I do wonder if Eduardo’s reappearance — just then, just there, in just those circumstances — wouldn’t have hit harder and better if we hadn’t already followed the guy overseas and then into the sewers. I’m not convinced that losing Tony Dalton completely between the first and final episode of this half-season would have been the right impulse, but I do at least wonder. Granted, we had to set up whatever he’s going to do next with Gus and the superlab, but without knowing where that goes — or how much information we need in advance — I’m at least curious. That second flicker of the candle as the door opens one more time could potentially have been even more chilling, especially if we’d had enough time to forget that Eduardo were an active threat.
That’s just theoretical nitpicking, however. And I’m not even dissatisfied with how things turned out here, at all. “Axe and Grind” was the setup to a punchline, and “Plan and Execution” was about as strong a punchline as anyone could have asked for. It’s a reminder, and an important one, of the serious damage that Saul Goodman does to those around him. When people deal with Jimmy, they get hurt. When people deal with Saul, they get killed.
We’ve got just half a season to go, and we’re getting much closer to being left with only the characters who make it to Breaking Bad. Of the few questions remaining, not all of them will even need to be resolved. Kim will and Eduardo will. Otherwise, though? We don’t necessarily need to learn what happens to Cliff, or to Saul’s production crew, which is a polite way of saying “they might all survive.”

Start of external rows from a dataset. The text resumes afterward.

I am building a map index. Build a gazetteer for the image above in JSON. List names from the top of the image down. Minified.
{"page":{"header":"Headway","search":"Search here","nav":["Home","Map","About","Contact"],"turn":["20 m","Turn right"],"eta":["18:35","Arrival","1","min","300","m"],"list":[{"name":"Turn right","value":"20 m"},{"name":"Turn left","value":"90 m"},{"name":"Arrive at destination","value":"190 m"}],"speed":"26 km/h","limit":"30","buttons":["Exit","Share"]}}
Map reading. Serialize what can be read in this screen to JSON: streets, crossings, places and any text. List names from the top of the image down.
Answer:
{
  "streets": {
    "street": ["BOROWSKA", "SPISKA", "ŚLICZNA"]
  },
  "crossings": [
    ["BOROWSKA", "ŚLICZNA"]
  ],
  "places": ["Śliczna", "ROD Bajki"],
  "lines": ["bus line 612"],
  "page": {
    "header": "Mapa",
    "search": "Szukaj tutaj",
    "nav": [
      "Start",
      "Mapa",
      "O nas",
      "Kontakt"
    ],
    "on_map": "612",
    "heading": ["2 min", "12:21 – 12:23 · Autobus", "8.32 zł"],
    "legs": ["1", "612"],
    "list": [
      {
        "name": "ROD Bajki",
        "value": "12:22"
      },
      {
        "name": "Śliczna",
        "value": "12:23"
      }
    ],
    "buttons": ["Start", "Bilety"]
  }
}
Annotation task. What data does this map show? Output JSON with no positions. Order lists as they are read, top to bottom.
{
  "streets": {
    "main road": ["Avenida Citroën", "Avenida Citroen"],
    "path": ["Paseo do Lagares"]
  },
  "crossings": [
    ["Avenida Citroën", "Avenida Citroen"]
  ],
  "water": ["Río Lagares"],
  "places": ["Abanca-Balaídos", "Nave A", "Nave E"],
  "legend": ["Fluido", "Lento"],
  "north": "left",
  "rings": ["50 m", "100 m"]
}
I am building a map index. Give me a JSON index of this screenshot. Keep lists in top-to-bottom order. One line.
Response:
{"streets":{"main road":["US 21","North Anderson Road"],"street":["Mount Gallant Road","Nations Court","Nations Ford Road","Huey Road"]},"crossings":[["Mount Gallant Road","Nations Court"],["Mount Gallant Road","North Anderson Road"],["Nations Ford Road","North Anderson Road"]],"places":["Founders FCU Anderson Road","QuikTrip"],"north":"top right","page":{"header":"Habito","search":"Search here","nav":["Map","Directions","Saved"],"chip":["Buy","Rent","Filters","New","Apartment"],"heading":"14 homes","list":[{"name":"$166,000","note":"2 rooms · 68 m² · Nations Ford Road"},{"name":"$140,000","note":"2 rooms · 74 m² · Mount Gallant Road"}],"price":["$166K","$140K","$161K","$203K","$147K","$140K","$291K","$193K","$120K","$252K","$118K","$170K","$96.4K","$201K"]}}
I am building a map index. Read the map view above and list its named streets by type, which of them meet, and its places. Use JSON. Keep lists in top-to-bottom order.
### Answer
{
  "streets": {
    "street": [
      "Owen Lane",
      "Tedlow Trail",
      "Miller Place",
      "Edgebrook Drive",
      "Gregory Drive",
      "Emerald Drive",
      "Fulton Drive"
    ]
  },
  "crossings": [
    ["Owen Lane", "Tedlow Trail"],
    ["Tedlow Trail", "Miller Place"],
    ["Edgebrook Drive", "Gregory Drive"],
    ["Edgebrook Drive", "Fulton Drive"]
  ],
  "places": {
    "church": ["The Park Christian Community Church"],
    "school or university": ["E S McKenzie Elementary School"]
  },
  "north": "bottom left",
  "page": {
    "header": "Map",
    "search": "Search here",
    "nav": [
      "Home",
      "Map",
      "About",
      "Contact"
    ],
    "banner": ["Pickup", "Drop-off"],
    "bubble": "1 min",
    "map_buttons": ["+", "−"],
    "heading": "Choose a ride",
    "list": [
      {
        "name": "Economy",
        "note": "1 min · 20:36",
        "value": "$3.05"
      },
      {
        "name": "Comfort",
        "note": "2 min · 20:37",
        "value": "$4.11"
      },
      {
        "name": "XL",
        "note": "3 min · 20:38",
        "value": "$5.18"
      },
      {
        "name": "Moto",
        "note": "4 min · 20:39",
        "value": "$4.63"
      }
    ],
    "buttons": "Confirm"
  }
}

Better Call Saul has already significantly narrowed its focus for its final stretch of episodes. That’s exciting and worrying. Until recently, it was pretty easy to conclude that the stakes in this show were lower than they were in Breaking Bad, with people’s spirits on the line rather than their lives. After all, this very episode was the terminal point for Saul and Kim’s plan, which essentially boiled down to making Howard look like an idiot and dilating his eyes. Harmless stuff, relatively speaking, and everybody knew the guy would land on his feet.
Instead, we see him land on his face.
But, hey, maybe the stakes are lower, technically. Even so, they feel sky high, and that’s a perfect and impressive way to end this half of the season.
Now we all get to twiddle our thumbs for a month and a half, as the characters figure out what to do with that body and decide what they will let happen next.
Thanks for joining me. Hopefully I’ll see you then.